What is being asked: If a line in the entries contains the string "green", include that line in your answer.

(Data extracts Opens)

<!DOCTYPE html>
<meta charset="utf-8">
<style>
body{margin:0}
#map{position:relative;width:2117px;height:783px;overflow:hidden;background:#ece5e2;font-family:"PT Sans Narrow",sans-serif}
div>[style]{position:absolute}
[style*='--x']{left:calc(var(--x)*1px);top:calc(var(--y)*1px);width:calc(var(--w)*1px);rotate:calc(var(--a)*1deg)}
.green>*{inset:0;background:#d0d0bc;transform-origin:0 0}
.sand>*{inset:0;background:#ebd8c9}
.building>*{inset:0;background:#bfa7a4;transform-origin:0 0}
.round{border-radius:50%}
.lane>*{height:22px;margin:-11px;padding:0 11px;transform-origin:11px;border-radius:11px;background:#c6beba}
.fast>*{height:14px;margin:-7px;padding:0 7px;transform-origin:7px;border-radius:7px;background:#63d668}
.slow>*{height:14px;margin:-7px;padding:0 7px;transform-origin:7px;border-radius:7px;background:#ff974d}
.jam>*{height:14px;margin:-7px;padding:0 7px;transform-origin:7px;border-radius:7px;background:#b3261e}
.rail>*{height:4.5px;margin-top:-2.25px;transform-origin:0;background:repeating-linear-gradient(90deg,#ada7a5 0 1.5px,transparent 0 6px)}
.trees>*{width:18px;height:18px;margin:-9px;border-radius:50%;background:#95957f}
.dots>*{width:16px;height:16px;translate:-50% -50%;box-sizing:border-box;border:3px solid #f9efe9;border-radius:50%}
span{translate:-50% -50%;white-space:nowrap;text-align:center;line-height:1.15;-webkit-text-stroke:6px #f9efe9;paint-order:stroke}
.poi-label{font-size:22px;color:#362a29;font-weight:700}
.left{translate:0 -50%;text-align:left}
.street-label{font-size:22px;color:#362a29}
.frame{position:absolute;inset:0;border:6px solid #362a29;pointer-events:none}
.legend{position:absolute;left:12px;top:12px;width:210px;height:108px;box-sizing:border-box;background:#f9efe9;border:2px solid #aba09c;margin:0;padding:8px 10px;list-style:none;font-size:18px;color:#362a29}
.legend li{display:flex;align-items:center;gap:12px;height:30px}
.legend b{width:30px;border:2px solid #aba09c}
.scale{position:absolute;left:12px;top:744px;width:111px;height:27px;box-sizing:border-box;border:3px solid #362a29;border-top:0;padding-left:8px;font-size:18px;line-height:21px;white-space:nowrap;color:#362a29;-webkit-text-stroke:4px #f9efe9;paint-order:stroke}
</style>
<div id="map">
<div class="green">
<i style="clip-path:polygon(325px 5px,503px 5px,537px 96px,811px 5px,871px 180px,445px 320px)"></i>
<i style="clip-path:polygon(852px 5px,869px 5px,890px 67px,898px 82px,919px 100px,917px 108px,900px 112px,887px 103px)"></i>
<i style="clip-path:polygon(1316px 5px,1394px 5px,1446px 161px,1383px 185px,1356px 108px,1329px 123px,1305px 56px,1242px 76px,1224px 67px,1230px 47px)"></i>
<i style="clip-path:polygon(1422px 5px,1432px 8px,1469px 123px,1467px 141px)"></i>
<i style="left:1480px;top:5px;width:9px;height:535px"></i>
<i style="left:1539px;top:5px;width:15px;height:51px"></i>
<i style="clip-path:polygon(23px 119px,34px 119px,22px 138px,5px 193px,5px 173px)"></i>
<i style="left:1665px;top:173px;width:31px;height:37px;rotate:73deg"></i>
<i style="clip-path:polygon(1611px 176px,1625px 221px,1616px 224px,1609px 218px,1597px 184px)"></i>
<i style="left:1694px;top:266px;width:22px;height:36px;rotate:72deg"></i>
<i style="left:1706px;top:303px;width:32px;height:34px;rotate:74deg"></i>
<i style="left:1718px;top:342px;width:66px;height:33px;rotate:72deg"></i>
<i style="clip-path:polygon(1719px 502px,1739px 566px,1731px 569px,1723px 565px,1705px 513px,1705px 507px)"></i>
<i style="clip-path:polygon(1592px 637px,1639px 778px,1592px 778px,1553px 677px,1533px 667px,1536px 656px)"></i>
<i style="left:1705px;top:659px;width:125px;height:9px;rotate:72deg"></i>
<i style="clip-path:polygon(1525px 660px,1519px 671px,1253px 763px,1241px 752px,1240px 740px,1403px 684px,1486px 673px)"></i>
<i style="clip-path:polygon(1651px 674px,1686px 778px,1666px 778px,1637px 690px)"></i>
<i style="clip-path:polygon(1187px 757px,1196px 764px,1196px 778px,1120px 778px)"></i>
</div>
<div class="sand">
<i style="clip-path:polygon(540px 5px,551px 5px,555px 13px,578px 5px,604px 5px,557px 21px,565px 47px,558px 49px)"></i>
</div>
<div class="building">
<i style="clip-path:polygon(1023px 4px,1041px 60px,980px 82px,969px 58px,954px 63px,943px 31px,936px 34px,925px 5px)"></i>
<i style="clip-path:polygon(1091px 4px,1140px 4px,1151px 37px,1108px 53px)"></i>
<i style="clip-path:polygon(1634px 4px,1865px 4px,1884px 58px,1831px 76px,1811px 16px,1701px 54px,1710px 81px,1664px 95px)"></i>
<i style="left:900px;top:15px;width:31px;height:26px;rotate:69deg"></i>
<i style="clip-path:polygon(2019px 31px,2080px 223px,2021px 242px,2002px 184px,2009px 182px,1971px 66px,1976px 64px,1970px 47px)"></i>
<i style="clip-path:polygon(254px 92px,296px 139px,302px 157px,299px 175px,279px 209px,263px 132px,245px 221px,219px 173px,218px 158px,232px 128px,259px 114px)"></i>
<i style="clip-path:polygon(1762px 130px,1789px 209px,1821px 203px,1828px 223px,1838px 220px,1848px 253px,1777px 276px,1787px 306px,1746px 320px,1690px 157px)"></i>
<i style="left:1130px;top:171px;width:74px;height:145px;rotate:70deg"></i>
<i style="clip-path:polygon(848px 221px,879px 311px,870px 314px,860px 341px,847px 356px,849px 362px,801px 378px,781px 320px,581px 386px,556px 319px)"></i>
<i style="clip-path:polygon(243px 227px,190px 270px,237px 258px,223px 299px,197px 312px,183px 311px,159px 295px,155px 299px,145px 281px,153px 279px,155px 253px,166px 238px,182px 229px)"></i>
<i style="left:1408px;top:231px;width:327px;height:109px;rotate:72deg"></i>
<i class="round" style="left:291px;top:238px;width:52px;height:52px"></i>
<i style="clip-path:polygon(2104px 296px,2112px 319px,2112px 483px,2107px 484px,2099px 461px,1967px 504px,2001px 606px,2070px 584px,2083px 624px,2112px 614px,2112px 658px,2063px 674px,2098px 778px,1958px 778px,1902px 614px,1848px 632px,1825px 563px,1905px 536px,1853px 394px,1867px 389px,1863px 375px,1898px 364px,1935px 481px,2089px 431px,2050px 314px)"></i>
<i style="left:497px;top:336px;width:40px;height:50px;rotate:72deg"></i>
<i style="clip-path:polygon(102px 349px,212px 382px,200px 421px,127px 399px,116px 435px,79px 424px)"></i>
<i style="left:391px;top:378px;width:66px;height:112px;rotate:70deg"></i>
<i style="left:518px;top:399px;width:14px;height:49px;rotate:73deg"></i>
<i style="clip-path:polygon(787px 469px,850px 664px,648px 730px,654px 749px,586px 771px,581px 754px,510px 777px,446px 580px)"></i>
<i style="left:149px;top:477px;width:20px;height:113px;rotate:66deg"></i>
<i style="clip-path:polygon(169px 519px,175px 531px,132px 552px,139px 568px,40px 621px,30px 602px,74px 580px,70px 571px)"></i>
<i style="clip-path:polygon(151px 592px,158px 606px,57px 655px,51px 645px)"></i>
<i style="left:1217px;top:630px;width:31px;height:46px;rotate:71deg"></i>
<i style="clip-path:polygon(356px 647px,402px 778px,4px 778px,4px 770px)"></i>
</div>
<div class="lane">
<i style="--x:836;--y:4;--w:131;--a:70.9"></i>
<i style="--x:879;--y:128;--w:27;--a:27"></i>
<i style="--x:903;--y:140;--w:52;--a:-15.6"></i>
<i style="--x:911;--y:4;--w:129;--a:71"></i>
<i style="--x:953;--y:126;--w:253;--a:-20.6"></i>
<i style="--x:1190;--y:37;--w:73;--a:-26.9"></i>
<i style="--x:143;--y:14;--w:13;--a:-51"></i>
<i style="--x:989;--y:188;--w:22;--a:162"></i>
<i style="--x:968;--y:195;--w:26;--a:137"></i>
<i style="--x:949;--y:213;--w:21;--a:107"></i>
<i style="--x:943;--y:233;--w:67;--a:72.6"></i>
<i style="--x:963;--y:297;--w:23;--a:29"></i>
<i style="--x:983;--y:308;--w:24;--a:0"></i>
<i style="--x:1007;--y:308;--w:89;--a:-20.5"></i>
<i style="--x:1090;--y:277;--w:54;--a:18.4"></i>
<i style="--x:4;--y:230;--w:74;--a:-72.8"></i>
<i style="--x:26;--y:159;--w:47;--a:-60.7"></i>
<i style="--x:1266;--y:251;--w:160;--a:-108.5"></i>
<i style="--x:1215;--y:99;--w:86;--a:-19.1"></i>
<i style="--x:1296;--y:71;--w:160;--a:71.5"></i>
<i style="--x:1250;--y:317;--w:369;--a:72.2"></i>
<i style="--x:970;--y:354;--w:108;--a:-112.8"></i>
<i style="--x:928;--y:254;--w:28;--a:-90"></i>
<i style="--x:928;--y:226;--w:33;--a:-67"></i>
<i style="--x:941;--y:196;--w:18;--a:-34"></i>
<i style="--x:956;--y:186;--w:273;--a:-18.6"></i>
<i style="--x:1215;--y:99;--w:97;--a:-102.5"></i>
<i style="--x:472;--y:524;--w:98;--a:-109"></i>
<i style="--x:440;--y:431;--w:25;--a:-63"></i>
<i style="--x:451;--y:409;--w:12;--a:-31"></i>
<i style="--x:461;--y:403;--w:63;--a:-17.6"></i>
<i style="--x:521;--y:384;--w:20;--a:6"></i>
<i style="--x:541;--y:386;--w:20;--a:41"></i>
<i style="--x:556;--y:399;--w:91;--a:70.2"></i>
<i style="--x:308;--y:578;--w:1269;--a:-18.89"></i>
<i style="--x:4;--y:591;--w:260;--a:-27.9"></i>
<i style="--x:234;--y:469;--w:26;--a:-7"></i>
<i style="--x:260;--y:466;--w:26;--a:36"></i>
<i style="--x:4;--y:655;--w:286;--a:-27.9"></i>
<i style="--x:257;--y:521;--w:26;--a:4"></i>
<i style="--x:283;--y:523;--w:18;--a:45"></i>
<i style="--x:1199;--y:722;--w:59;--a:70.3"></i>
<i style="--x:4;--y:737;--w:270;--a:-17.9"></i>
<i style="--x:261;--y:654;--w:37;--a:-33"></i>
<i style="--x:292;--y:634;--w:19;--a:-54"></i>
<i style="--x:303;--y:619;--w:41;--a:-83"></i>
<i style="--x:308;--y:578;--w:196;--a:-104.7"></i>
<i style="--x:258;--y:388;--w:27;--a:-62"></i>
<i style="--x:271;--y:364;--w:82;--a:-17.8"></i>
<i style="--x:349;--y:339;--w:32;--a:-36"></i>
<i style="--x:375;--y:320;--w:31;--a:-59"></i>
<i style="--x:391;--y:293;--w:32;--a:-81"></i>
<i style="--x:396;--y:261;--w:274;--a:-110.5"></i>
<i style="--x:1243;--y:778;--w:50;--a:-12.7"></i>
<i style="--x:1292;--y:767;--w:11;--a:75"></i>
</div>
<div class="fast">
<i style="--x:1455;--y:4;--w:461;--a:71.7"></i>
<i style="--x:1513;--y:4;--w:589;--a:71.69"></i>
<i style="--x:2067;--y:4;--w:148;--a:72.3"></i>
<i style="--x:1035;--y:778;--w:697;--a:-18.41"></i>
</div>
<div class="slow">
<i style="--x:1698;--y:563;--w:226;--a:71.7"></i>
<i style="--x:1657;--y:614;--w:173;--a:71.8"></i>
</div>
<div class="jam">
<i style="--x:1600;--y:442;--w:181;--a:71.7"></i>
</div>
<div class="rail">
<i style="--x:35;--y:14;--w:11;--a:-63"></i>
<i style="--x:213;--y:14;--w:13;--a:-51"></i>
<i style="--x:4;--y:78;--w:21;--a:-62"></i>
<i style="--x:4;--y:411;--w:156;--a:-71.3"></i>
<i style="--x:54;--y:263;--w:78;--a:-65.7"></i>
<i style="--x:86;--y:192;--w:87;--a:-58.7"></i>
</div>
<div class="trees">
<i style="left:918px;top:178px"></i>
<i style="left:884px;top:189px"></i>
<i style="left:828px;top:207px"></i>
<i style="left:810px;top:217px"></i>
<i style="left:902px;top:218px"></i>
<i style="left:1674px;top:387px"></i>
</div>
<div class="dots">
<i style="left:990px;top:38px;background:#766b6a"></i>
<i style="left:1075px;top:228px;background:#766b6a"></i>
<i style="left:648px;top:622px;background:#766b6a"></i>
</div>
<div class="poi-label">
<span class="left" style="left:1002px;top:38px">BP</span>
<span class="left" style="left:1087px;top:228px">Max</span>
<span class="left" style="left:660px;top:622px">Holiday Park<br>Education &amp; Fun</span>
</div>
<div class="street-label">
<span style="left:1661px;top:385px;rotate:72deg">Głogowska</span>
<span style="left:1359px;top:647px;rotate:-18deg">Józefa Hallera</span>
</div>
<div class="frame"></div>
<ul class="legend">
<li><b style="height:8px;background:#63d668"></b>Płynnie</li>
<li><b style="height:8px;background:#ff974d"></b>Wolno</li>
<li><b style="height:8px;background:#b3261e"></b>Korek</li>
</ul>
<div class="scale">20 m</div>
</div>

(Data extracts Closes)

Expected output:
.green>*{inset:0;background:#d0d0bc;transform-origin:0 0}
<div class="green">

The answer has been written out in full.